WHAT THE TASK ASKS: Please find every line of the listing below where "buttons" occurs and copy it.

*-*-*

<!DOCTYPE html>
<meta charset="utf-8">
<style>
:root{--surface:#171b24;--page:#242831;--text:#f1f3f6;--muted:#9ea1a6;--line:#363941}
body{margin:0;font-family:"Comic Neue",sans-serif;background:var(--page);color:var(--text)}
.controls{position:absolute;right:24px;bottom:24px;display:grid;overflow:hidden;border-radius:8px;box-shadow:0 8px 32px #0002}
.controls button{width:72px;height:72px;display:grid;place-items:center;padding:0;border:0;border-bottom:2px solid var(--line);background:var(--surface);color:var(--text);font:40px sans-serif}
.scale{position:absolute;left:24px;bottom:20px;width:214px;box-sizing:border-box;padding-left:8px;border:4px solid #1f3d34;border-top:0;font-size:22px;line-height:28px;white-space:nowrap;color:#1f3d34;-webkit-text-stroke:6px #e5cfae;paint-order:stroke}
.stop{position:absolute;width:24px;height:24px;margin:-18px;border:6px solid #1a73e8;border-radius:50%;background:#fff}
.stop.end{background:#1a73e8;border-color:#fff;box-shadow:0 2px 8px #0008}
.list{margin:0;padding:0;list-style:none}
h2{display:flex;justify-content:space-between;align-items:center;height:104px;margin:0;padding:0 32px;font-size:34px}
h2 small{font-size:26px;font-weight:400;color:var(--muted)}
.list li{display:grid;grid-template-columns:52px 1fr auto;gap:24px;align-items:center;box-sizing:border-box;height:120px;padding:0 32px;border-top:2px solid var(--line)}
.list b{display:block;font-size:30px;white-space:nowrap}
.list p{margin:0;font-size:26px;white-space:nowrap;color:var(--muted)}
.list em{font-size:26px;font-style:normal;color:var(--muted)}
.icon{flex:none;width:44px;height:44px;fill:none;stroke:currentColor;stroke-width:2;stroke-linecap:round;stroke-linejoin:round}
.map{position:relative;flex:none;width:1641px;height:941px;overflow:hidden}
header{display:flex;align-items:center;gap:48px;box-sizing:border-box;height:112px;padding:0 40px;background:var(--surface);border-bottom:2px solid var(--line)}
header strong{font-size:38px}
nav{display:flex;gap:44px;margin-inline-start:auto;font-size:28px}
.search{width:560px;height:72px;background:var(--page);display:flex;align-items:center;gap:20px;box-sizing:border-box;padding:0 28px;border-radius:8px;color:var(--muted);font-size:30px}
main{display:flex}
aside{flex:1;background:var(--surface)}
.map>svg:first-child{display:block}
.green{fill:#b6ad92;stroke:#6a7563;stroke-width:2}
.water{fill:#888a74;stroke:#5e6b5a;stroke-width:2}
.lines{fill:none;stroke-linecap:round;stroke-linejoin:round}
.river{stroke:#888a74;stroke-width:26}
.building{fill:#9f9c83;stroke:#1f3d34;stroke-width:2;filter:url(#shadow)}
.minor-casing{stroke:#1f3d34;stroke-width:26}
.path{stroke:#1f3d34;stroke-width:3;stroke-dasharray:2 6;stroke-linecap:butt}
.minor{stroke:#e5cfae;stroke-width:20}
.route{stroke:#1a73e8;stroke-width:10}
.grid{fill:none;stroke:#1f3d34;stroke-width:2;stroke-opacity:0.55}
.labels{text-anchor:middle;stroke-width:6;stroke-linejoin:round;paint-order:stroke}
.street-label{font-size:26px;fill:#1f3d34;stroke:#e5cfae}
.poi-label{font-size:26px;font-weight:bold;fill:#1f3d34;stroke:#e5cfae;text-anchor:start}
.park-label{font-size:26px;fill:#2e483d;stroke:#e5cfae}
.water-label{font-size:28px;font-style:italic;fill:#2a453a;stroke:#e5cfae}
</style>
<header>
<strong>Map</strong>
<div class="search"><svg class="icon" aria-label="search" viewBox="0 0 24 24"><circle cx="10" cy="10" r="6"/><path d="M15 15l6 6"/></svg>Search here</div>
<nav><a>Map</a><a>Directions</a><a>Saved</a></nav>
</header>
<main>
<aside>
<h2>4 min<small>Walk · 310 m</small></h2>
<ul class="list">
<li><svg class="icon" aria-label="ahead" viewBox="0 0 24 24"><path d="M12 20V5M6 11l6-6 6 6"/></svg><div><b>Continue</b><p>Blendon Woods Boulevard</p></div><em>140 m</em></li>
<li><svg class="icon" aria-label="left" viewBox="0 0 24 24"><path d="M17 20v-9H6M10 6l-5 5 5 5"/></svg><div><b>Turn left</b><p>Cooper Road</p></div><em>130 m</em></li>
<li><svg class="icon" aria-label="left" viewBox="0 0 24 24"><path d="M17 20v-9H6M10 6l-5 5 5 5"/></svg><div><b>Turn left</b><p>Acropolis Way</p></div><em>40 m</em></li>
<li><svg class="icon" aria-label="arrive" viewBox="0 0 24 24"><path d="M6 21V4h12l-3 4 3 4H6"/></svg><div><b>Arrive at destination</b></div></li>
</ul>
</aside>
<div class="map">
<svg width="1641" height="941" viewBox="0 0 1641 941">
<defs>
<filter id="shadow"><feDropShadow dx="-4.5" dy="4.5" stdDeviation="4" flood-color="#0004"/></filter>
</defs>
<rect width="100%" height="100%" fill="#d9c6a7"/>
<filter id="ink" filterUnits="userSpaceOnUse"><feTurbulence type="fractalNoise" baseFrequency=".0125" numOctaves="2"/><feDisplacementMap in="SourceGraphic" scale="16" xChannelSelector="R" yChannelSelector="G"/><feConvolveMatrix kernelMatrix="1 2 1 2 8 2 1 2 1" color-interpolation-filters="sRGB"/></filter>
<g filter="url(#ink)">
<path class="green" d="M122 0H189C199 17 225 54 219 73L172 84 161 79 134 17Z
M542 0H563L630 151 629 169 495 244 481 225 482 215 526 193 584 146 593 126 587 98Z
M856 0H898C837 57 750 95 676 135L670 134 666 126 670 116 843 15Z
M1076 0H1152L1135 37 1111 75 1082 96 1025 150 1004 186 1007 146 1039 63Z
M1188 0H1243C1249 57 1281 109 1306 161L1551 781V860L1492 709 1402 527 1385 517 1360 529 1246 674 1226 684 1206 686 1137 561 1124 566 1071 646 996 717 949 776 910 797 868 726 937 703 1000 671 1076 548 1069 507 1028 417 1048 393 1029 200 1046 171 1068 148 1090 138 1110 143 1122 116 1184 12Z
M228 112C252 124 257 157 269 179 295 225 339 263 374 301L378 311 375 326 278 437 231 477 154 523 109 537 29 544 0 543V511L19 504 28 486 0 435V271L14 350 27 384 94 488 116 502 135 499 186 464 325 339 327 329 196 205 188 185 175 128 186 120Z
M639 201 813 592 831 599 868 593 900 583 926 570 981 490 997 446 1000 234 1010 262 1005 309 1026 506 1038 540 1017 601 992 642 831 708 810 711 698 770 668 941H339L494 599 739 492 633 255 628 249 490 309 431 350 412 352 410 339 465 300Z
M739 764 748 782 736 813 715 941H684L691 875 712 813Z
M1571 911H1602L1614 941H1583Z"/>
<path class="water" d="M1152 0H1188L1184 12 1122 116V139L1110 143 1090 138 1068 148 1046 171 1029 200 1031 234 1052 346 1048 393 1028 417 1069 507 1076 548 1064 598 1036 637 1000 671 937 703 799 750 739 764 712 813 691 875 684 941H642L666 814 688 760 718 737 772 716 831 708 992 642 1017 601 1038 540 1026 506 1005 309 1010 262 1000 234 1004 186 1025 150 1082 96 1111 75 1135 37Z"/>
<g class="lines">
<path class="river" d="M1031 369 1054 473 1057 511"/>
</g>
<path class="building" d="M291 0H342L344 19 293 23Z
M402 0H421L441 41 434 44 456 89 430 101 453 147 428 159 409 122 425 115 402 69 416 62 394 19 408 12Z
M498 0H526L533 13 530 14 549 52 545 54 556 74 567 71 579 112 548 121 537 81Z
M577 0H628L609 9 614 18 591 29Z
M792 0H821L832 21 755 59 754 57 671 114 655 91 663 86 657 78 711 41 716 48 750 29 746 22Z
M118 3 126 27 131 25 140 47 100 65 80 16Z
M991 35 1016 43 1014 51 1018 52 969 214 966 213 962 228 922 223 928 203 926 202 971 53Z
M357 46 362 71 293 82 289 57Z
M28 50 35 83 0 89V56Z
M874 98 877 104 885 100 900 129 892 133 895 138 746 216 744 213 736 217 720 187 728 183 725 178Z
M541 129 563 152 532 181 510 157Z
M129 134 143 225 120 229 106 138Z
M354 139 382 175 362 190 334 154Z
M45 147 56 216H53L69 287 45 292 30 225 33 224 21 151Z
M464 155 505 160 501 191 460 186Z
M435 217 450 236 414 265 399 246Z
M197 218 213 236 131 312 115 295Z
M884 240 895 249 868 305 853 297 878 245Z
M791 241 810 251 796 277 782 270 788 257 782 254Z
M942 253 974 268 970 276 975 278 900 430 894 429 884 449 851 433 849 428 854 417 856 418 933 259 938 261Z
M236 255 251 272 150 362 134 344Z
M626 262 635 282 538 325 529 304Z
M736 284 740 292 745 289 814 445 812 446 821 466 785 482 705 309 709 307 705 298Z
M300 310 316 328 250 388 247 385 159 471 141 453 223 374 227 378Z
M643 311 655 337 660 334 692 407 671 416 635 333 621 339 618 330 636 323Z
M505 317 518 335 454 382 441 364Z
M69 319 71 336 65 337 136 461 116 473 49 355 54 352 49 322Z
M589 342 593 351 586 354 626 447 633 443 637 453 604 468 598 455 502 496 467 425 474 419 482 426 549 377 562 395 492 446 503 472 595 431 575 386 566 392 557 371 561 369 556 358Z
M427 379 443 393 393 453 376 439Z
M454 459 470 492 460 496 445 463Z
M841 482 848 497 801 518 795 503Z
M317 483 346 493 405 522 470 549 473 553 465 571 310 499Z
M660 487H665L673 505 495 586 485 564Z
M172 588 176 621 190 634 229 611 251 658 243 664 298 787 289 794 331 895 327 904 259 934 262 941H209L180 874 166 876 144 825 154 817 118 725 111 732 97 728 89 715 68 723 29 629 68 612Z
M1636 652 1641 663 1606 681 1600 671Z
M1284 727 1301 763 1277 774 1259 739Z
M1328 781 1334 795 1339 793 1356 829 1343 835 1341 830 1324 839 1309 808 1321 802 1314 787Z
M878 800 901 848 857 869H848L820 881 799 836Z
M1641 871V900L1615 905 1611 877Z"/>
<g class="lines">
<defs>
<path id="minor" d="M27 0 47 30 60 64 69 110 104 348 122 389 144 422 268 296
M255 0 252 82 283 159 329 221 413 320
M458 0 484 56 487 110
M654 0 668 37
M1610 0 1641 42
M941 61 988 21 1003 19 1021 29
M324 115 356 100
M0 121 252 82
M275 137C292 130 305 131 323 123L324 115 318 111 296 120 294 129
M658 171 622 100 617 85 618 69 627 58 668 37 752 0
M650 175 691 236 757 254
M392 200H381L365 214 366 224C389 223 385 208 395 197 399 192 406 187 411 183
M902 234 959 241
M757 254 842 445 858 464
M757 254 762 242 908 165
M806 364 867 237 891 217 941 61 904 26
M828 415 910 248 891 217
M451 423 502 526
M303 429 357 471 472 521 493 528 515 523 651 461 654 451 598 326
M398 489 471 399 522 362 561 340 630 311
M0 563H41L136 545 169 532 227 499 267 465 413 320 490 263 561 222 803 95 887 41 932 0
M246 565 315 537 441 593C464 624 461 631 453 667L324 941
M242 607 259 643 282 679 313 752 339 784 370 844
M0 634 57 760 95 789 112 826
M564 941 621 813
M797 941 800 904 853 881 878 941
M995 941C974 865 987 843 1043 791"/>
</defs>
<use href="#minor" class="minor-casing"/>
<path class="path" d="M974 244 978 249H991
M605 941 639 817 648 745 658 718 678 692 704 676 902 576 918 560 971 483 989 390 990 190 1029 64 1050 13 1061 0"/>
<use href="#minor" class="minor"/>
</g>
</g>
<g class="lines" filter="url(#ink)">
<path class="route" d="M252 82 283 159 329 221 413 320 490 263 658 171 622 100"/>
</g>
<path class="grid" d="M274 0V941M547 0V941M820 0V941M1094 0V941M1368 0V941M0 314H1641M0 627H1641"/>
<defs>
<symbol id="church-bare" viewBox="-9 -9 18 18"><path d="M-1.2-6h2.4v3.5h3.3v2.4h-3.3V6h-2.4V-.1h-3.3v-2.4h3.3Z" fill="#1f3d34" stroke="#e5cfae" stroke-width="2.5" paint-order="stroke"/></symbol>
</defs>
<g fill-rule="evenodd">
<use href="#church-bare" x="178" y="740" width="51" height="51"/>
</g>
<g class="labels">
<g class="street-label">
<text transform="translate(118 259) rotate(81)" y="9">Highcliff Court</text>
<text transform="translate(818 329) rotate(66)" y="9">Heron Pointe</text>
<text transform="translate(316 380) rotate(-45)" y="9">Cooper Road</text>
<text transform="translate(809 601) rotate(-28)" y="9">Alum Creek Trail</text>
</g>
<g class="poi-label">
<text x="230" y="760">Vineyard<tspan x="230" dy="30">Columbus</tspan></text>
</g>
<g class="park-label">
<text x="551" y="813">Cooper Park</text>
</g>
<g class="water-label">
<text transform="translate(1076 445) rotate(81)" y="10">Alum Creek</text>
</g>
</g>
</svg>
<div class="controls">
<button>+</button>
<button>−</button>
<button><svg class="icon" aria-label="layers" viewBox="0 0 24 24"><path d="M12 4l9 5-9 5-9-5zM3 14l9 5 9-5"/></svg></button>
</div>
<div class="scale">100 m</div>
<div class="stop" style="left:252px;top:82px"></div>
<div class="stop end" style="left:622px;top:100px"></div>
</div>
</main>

*-*-*

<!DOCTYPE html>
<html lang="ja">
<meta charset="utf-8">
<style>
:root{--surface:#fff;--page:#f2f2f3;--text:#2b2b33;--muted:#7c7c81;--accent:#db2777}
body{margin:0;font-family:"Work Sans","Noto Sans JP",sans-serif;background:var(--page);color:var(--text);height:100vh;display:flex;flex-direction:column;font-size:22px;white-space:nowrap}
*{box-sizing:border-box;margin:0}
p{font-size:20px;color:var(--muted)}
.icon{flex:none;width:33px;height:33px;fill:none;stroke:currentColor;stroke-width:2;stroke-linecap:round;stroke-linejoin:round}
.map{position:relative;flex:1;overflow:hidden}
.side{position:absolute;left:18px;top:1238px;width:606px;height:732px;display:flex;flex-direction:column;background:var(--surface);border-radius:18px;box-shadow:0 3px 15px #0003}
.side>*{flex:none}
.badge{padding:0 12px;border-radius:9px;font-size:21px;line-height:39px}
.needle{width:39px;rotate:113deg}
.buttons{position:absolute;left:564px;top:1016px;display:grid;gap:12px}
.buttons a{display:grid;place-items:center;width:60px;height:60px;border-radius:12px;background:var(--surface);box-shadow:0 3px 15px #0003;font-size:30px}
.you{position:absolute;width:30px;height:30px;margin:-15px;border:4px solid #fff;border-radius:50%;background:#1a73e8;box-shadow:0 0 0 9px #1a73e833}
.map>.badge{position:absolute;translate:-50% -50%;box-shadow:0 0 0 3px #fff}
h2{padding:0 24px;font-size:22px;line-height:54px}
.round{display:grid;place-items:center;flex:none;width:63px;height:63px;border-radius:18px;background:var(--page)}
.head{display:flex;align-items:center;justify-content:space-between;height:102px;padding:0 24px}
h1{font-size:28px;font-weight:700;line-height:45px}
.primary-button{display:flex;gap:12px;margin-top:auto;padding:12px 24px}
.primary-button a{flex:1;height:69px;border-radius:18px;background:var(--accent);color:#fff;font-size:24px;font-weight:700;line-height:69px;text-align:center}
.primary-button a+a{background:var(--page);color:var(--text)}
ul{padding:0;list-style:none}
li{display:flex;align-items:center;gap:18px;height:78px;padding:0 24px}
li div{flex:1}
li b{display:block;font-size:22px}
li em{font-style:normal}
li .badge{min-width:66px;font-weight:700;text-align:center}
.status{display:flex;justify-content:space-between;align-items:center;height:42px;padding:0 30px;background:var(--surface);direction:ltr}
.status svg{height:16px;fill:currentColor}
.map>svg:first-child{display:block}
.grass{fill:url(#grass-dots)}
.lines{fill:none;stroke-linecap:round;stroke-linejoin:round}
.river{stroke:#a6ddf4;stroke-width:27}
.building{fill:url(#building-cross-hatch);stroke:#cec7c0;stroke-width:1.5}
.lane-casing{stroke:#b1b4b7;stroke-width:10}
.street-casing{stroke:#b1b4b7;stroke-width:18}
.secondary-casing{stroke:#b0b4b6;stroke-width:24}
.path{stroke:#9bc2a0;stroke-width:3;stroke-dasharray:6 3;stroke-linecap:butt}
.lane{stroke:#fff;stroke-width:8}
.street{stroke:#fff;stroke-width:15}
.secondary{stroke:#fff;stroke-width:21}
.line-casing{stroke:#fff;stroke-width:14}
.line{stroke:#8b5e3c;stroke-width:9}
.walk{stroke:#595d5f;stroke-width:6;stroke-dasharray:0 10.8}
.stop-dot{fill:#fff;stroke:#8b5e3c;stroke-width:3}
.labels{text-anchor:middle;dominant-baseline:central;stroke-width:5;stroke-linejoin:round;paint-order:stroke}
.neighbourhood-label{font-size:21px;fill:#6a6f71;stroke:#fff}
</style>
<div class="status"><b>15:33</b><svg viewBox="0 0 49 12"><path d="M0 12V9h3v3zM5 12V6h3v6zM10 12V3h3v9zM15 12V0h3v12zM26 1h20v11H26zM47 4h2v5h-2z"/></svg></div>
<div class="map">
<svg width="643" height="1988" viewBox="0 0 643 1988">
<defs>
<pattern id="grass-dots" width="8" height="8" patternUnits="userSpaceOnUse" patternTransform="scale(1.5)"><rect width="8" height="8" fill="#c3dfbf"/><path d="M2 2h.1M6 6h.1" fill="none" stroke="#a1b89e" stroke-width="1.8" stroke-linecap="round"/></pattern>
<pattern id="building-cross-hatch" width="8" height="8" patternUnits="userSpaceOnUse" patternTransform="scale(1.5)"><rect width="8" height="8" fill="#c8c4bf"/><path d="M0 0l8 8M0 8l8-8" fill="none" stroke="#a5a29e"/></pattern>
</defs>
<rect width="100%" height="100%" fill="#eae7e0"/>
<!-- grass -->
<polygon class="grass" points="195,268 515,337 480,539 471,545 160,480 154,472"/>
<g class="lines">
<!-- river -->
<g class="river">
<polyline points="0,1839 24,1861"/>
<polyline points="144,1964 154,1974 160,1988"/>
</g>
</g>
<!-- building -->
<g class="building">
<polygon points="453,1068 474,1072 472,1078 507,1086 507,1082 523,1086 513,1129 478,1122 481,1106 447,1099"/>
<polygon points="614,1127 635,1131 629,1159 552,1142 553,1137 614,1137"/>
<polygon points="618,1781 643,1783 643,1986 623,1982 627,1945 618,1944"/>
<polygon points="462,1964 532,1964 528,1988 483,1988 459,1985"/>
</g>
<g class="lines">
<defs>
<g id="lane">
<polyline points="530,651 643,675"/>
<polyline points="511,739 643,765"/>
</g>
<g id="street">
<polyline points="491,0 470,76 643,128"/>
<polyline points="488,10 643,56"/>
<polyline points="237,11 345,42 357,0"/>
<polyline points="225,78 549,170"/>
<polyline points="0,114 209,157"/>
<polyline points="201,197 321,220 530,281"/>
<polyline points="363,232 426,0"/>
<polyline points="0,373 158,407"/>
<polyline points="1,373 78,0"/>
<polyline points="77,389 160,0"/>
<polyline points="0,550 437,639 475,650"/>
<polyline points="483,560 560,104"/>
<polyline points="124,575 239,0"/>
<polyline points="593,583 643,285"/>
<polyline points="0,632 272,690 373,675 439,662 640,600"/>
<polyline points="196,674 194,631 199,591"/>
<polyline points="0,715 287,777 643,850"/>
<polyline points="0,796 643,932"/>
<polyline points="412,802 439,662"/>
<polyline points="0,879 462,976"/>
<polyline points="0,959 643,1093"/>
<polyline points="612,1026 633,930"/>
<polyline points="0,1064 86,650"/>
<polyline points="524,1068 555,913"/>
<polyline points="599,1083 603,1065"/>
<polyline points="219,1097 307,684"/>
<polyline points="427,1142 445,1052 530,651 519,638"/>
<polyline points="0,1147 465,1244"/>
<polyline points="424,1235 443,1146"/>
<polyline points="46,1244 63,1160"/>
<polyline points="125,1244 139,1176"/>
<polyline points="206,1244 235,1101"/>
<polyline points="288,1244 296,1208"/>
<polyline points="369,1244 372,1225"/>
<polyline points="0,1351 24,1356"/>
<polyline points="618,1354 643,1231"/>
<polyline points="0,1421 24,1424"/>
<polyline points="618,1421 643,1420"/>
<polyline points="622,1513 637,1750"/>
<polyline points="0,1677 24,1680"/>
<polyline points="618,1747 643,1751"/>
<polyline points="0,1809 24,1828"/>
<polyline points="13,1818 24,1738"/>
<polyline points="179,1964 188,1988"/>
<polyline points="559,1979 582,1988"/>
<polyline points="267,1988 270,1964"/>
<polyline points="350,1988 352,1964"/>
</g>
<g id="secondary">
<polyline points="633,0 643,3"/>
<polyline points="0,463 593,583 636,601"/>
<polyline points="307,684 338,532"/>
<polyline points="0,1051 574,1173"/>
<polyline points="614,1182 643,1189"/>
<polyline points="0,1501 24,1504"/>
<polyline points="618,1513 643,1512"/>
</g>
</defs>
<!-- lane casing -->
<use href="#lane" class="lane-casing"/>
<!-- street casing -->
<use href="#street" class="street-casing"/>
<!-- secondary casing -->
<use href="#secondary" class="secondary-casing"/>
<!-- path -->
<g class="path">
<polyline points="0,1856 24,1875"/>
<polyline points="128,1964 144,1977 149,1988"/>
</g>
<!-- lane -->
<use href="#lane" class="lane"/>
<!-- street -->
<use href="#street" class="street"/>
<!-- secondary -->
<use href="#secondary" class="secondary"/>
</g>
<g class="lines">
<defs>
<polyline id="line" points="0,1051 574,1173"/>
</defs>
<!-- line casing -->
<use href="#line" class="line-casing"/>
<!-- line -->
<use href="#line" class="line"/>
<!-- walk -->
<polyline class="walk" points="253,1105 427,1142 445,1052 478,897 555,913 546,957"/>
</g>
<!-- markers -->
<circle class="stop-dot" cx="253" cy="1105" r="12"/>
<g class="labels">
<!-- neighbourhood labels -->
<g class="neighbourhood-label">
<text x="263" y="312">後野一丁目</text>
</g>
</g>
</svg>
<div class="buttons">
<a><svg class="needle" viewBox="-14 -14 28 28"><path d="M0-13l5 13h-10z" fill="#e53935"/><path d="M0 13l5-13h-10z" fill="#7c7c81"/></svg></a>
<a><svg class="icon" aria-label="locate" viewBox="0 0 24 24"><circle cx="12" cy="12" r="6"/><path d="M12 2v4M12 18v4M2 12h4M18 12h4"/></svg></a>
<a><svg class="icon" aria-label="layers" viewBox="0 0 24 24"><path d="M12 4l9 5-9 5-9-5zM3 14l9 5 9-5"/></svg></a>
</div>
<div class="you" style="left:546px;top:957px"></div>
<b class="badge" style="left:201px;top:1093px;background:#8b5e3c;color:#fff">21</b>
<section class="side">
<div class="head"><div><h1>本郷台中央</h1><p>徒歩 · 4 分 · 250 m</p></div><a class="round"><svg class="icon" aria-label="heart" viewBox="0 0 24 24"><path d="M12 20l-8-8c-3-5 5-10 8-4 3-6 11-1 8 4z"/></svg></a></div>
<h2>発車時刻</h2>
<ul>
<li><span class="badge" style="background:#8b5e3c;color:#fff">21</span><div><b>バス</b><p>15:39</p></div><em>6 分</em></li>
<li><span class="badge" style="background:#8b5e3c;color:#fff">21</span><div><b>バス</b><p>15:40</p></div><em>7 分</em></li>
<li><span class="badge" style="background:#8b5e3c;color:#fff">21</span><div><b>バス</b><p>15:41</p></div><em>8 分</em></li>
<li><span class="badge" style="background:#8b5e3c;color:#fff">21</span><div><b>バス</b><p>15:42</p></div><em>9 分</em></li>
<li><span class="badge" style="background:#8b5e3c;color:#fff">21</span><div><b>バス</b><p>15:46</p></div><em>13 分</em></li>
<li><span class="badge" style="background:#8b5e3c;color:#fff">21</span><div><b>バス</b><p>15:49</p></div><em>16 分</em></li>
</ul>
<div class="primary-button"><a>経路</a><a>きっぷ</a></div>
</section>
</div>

*-*-*

EXERCISE OUTPUT:
.buttons{position:absolute;left:564px;top:1016px;display:grid;gap:12px}
.buttons a{display:grid;place-items:center;width:60px;height:60px;border-radius:12px;background:var(--surface);box-shadow:0 3px 15px #0003;font-size:30px}
<div class="buttons">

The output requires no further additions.